If there’s a discussion for the singular most valuable Beanie Baby, Valentino the Bear just might qualify. Depending on which market Ty created him for, Valentino could have a wide range of errors and defects. A Valentino with every known error sold for a shocking $42,299 on eBay. These errors included PVC pellets, a white star instead of the typical yellow star, a brown nose instead of a black one, a tag with many typos, and much more. Even without these errors, Valentino can still sell for almost $1,000, making him one of the most expensive Beanie Babies out there.
In 1996, Ty produced Lefty the Donkey and Righty the Elephant to celebrate both U.S. political parties. They released new designs for Lefty and Righty in 2000, 2003, and 2008. For the most part, Lefty and Righty weren’t worth much money because of their political nature and wide availability. However, a man brought two 2000 variation Lefty toys when he met Hillary Clinton in 2006. The man had Clinton sign each Lefty for his daughters, making them truly exclusive. Originally, both signed Beanie Babies held a combined value of $50,000. Currently, a single Lefty is available for sale on eBay for $30,000. The sale listing includes newspaper articles of Clinton signing the toys.
Many of the original nine Beanie Babies carry value because they were only available in small quantities before the hype of Beanie Babies hit their peak. Ty released Patti on January 8th, 1993 with a magenta color. Though different colored variations have come out since Patti’s original debut, the magenta remains the rarest and most valuable. Add in possible errors and defects, and Patti’s value only increases. In fact, some Patti toys have rare Korean four line tush tags. The tag alone can make a standard Beanie Baby carry a worth of almost $2,000. Add in the rarity of a magenta Patti, and it’s easy to see just how expensive they could become. Current sale listings vary from a few thousand dollars to almost $20,000.

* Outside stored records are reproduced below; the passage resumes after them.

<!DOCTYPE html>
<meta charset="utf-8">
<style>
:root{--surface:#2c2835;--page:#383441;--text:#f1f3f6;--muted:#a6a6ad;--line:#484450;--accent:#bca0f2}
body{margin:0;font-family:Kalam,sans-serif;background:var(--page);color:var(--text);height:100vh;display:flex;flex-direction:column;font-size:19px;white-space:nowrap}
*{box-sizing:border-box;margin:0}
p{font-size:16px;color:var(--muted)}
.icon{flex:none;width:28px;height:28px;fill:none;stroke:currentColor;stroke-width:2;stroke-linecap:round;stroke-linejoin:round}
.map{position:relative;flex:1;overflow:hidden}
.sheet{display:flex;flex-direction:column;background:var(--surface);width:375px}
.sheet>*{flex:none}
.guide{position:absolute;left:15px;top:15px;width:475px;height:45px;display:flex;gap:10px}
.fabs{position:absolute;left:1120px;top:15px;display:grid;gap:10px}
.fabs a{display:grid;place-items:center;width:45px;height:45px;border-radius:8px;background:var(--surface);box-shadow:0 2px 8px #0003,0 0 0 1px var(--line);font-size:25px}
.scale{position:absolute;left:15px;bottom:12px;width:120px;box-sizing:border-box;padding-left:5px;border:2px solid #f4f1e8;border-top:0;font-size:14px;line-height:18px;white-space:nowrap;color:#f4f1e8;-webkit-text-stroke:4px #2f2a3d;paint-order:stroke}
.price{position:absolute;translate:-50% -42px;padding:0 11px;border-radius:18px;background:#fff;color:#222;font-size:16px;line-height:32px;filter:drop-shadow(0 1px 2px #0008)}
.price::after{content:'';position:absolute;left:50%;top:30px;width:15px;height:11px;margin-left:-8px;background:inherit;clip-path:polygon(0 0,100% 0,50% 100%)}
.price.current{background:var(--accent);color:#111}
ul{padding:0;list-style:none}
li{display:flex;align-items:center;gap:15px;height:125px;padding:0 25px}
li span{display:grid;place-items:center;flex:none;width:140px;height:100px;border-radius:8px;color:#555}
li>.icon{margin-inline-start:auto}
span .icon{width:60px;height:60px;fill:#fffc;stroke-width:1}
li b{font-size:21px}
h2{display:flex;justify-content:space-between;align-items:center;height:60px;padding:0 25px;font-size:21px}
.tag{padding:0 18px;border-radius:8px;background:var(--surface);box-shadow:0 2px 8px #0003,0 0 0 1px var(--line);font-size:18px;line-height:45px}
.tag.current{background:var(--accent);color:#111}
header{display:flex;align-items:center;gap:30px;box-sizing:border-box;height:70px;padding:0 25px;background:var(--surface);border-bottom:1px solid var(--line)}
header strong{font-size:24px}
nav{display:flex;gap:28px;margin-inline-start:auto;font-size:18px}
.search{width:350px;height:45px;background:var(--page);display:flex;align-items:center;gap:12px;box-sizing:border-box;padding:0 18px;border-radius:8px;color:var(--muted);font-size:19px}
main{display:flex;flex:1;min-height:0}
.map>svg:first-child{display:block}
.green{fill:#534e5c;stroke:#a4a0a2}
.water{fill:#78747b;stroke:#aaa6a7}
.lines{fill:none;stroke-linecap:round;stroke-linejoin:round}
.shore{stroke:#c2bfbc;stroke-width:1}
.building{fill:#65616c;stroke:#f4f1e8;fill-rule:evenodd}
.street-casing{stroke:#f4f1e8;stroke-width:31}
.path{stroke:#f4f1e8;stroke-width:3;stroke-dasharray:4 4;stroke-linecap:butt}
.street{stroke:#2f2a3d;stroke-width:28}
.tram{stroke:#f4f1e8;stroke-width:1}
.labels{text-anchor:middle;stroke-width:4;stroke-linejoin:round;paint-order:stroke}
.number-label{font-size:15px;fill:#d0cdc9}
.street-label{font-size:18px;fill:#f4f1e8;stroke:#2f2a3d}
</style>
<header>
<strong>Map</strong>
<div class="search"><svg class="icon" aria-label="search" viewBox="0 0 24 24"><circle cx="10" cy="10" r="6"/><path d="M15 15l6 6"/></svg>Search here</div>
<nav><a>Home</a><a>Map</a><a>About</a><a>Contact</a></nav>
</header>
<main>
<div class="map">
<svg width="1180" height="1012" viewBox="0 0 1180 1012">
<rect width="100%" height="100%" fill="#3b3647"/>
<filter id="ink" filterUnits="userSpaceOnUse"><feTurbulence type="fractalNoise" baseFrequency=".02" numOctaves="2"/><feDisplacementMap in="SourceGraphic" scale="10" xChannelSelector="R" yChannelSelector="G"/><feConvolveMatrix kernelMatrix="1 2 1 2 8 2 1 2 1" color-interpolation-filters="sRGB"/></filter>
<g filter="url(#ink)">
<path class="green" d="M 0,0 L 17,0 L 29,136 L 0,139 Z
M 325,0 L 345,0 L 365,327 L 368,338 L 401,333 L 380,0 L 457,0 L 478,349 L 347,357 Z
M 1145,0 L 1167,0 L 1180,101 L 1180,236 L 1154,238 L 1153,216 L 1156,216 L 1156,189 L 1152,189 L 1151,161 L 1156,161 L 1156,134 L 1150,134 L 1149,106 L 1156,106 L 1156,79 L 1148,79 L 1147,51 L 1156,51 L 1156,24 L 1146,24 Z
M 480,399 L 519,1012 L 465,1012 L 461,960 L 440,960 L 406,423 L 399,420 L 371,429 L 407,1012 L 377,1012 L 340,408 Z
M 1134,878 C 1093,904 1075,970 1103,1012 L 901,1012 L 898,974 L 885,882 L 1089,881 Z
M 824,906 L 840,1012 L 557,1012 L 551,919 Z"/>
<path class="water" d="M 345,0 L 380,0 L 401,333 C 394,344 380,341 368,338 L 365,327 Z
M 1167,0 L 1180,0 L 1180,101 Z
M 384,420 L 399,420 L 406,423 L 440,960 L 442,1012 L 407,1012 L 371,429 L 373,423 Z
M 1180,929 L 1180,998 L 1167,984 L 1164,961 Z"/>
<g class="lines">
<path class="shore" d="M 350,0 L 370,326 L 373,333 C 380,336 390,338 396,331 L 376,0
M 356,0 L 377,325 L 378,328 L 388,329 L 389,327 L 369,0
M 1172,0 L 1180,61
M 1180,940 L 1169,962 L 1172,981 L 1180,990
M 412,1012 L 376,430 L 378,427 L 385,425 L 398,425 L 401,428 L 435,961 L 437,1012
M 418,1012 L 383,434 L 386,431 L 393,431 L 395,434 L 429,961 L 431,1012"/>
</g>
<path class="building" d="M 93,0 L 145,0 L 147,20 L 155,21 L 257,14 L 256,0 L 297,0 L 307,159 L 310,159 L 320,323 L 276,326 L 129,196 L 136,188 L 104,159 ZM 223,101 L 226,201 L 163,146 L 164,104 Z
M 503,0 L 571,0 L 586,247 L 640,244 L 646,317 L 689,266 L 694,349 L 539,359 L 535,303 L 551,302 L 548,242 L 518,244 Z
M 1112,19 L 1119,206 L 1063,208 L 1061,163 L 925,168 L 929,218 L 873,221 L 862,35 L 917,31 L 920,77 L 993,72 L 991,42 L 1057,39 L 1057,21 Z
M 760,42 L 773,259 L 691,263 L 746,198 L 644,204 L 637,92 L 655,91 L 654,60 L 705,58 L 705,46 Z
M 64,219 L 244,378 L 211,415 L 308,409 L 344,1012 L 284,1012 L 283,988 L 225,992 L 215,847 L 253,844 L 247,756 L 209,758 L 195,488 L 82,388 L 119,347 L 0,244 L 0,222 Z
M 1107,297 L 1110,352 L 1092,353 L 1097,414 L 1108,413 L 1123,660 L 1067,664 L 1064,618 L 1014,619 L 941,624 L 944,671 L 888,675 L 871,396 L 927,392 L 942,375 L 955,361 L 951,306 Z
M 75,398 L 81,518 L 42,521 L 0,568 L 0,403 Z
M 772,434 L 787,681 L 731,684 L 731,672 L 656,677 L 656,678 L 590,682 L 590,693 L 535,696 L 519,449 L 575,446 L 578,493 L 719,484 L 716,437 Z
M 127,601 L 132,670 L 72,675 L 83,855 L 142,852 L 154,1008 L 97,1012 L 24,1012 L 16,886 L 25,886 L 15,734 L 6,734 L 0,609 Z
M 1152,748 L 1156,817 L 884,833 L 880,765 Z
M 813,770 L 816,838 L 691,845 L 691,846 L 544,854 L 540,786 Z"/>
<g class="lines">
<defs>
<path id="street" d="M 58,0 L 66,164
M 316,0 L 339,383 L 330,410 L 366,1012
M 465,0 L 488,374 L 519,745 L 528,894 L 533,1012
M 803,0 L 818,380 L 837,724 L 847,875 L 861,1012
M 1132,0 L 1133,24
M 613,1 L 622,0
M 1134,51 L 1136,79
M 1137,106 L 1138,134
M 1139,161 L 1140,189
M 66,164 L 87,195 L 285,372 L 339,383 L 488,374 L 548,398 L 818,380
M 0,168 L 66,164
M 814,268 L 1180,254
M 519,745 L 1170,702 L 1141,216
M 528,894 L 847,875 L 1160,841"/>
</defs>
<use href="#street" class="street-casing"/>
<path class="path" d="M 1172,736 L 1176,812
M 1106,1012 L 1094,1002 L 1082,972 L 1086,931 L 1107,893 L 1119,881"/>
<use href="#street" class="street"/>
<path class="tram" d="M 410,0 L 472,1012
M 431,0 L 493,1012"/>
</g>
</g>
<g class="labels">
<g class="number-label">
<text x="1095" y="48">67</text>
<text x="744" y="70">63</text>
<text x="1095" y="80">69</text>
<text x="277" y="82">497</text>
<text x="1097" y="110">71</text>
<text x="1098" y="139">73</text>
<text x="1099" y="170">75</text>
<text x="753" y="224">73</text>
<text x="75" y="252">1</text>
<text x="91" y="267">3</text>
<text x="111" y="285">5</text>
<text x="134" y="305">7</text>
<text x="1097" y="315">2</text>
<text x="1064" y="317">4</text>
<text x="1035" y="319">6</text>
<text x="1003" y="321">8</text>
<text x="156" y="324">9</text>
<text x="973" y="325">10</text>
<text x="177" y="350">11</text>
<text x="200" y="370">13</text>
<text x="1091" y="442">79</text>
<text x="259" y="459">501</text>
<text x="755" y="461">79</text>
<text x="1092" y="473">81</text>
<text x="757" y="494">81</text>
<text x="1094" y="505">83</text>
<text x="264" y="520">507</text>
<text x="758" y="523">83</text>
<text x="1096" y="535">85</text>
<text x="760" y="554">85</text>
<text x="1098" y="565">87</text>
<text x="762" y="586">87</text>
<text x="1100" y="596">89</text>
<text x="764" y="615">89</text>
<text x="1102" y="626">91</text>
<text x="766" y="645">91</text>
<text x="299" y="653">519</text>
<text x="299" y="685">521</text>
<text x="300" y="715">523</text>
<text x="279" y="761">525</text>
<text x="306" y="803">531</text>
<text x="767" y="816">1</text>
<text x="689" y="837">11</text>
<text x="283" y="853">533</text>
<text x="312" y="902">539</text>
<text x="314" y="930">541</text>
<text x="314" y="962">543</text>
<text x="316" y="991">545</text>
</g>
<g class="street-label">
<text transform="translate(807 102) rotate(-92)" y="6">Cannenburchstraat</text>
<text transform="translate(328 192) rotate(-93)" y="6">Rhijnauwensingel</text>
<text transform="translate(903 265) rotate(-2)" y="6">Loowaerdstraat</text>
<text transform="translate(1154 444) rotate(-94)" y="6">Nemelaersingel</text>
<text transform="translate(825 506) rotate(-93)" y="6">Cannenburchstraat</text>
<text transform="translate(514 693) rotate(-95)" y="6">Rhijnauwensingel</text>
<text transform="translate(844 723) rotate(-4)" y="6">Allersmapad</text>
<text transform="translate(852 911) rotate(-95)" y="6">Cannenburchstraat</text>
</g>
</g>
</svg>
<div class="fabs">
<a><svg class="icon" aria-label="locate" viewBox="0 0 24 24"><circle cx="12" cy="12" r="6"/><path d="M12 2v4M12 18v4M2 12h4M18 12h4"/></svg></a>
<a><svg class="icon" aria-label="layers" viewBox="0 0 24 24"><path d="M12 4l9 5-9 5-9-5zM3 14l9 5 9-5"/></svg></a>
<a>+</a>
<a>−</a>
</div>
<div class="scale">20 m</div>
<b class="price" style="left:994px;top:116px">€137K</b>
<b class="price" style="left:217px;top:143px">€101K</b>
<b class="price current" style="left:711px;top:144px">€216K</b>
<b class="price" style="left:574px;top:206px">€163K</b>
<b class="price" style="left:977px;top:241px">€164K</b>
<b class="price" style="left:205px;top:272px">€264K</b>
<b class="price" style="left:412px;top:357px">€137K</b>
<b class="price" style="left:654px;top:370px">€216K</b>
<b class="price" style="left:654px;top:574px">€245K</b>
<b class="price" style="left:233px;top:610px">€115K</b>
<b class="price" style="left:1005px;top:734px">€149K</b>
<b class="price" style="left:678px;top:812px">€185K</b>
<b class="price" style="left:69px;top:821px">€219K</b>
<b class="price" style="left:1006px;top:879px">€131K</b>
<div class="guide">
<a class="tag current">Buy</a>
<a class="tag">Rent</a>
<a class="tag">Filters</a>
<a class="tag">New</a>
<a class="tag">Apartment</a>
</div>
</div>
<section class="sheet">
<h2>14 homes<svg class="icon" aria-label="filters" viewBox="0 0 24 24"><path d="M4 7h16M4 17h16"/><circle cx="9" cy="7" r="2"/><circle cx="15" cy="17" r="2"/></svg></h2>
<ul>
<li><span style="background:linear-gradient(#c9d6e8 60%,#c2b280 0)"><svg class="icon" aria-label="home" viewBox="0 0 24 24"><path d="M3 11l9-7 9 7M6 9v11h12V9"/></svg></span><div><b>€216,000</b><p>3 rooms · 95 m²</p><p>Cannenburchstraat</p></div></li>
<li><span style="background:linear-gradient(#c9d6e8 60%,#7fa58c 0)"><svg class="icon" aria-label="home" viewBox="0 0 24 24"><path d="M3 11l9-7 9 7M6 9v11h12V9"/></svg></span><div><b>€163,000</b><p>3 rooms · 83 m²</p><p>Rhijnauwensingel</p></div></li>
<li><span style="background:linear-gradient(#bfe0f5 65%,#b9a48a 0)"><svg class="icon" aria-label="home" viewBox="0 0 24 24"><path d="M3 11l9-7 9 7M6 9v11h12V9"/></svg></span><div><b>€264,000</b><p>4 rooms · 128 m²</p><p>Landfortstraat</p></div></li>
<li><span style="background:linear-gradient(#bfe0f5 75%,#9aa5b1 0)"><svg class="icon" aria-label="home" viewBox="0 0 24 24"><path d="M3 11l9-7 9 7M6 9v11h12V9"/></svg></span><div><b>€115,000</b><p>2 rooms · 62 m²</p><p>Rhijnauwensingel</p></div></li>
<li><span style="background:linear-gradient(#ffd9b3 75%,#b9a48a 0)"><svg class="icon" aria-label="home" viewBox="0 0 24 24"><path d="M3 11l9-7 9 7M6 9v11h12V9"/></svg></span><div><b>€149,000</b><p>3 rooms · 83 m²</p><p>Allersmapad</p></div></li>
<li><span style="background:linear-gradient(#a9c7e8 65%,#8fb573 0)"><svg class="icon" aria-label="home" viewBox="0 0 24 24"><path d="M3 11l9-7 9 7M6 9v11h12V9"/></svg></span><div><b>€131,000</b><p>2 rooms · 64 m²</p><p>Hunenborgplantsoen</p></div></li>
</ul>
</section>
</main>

At the height of the Beanie Baby craze, McDonald’s and Ty formed an incredibly successful business collaboration. In the mid-90s, McDonald’s began to include scaled-down Beanie Babies with their Happy Meals. This deal was incredibly popular and, as a result, most of the Happy Meal Beanie Babies are worth very little. However, McDonald’s did have an International Bears collection including bears that represented different countries. Some of these bears are rarer than others, causing them to have a significantly higher value. Bears from Ireland, the U.S., Britain, and Canada can each be worth around $10,000.
Many different companies paired with Ty to release special edition bears. Surprisingly, even MasterCard wanted special Beanie Babies. Every MasterCard applicant received a special M.C. Beanie if they signed up for the card between 2001 and 2002. Not only was the bear the first Beanie Baby to actually have “Beanie” in its name, but it also has unique defects and extremely limited availability. The version with a brown nose is incredibly rare and is worth several thousand dollars.
Ty originally released its first ever bull Beanie Baby with the name Tabasco. Though the bull had a production cycle lasting a few years, Ty eventually became worried about possible copyright issues and pulled the bull from production. As a replacement, Ty released Snort in 1997. Snort’s production cycle lasted less than a year, making it one of the rarer Beanie Babies. Both bulls are worth a surprising amount, with Tabasco selling for a few thousand dollars in most auctions. However, Snort’s short production cycle boosted its value and one sold for over $6,000 in December of last year.